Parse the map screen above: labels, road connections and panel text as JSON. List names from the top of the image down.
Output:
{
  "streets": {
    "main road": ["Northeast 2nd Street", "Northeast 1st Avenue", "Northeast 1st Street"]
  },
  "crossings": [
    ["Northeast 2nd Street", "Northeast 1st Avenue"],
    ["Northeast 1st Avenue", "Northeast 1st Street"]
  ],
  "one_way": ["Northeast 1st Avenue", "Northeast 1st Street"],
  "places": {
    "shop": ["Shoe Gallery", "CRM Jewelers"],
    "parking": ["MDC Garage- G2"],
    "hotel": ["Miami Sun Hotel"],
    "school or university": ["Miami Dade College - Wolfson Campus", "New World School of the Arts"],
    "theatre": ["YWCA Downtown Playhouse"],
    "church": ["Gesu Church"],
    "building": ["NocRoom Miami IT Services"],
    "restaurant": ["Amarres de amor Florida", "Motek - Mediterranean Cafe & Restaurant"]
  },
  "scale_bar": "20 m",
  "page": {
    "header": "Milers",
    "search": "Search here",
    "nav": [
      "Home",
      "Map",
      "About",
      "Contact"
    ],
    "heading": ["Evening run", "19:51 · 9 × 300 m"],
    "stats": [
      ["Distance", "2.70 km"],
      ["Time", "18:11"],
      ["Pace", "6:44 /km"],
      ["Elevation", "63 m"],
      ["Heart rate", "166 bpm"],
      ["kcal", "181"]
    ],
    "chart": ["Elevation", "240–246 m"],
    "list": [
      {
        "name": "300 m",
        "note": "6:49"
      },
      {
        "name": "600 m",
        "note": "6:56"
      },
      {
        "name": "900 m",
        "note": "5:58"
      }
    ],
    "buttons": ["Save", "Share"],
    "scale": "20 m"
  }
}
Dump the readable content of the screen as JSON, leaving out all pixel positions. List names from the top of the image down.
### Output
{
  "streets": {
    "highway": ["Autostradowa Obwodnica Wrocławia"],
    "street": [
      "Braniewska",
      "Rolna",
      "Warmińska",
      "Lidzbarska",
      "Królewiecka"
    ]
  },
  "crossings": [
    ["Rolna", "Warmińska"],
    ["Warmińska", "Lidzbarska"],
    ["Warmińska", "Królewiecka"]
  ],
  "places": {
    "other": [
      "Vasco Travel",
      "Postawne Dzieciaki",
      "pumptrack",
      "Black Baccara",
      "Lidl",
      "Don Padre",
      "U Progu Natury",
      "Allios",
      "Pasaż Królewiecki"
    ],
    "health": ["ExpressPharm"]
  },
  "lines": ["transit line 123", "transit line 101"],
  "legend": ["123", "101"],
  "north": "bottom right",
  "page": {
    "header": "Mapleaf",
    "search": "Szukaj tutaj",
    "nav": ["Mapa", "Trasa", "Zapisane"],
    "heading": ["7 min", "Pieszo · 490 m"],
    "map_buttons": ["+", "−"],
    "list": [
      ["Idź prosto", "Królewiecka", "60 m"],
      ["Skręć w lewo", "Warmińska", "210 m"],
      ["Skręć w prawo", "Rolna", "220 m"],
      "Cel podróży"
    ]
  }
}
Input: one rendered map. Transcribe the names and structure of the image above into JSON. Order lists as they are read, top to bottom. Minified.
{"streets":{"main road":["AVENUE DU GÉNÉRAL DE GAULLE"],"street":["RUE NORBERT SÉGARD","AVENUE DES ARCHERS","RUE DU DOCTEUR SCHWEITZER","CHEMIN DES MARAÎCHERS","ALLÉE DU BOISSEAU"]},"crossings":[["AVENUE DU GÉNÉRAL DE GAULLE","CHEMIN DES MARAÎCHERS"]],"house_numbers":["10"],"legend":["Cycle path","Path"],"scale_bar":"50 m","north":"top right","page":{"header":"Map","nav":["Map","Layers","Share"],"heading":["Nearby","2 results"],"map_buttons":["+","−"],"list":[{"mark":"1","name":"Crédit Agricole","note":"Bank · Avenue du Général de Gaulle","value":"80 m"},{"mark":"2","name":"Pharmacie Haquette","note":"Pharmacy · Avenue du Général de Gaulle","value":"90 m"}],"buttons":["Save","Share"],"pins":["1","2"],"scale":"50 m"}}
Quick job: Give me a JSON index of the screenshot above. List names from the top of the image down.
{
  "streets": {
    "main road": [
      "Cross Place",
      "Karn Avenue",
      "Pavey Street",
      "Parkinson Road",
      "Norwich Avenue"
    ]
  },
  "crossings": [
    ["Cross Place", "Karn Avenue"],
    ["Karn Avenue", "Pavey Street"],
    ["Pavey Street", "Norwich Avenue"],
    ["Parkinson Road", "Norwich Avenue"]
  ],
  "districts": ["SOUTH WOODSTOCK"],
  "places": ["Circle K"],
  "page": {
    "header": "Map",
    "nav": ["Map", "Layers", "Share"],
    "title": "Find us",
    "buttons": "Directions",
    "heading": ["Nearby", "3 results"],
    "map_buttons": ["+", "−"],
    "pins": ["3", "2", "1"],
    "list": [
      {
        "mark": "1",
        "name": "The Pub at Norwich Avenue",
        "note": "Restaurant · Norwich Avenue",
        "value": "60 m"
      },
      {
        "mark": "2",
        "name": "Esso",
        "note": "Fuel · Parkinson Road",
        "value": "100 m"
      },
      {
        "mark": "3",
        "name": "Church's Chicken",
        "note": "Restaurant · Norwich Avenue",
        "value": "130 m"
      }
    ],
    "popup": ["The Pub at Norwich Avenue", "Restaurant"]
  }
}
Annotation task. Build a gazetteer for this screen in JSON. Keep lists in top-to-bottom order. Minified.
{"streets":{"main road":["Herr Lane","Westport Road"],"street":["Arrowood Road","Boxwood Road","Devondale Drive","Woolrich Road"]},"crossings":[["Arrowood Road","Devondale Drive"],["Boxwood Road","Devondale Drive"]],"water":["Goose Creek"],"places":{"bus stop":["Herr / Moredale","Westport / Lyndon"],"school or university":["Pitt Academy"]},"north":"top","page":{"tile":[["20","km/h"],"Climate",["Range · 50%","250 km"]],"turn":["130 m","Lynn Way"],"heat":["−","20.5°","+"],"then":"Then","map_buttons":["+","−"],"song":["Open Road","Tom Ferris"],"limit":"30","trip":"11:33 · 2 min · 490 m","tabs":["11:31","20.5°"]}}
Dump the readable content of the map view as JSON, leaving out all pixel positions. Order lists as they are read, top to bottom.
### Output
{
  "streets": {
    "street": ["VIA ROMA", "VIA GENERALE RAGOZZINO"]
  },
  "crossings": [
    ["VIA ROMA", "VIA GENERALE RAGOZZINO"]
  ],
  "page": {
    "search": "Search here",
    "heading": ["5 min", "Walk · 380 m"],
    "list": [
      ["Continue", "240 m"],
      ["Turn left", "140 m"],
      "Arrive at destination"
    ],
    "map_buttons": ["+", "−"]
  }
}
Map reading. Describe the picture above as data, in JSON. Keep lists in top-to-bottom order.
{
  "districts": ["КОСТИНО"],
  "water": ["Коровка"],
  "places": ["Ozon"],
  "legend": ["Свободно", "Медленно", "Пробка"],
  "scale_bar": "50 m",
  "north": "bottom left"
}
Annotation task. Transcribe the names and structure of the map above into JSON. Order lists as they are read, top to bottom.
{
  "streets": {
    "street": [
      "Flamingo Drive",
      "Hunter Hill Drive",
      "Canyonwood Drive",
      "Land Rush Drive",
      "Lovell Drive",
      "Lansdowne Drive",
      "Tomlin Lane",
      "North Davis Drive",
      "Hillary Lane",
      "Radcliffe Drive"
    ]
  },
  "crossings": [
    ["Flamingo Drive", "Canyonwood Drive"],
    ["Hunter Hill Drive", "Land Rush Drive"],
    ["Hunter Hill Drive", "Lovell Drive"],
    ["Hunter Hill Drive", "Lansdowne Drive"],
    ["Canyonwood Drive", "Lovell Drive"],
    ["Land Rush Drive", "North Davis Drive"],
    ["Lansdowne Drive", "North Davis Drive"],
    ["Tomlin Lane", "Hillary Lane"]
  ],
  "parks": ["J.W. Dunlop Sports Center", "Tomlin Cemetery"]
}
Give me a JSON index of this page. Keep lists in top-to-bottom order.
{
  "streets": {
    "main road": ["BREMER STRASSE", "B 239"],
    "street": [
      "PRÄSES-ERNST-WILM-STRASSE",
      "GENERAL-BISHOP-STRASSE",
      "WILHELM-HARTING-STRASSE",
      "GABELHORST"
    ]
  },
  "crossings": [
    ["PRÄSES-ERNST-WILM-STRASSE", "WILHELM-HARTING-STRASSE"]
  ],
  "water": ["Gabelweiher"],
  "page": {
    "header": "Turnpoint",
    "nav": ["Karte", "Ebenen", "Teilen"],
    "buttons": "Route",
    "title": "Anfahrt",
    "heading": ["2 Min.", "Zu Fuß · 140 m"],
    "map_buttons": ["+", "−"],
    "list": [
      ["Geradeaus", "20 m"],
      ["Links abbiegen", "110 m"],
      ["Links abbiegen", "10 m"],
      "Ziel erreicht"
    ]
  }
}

- Assigned task: All lines that contain the word "GENERALE" must be copied from the records above.

- Exercise output:
    "street": ["VIA ROMA", "VIA GENERALE RAGOZZINO"]
    ["VIA ROMA", "VIA GENERALE RAGOZZINO"]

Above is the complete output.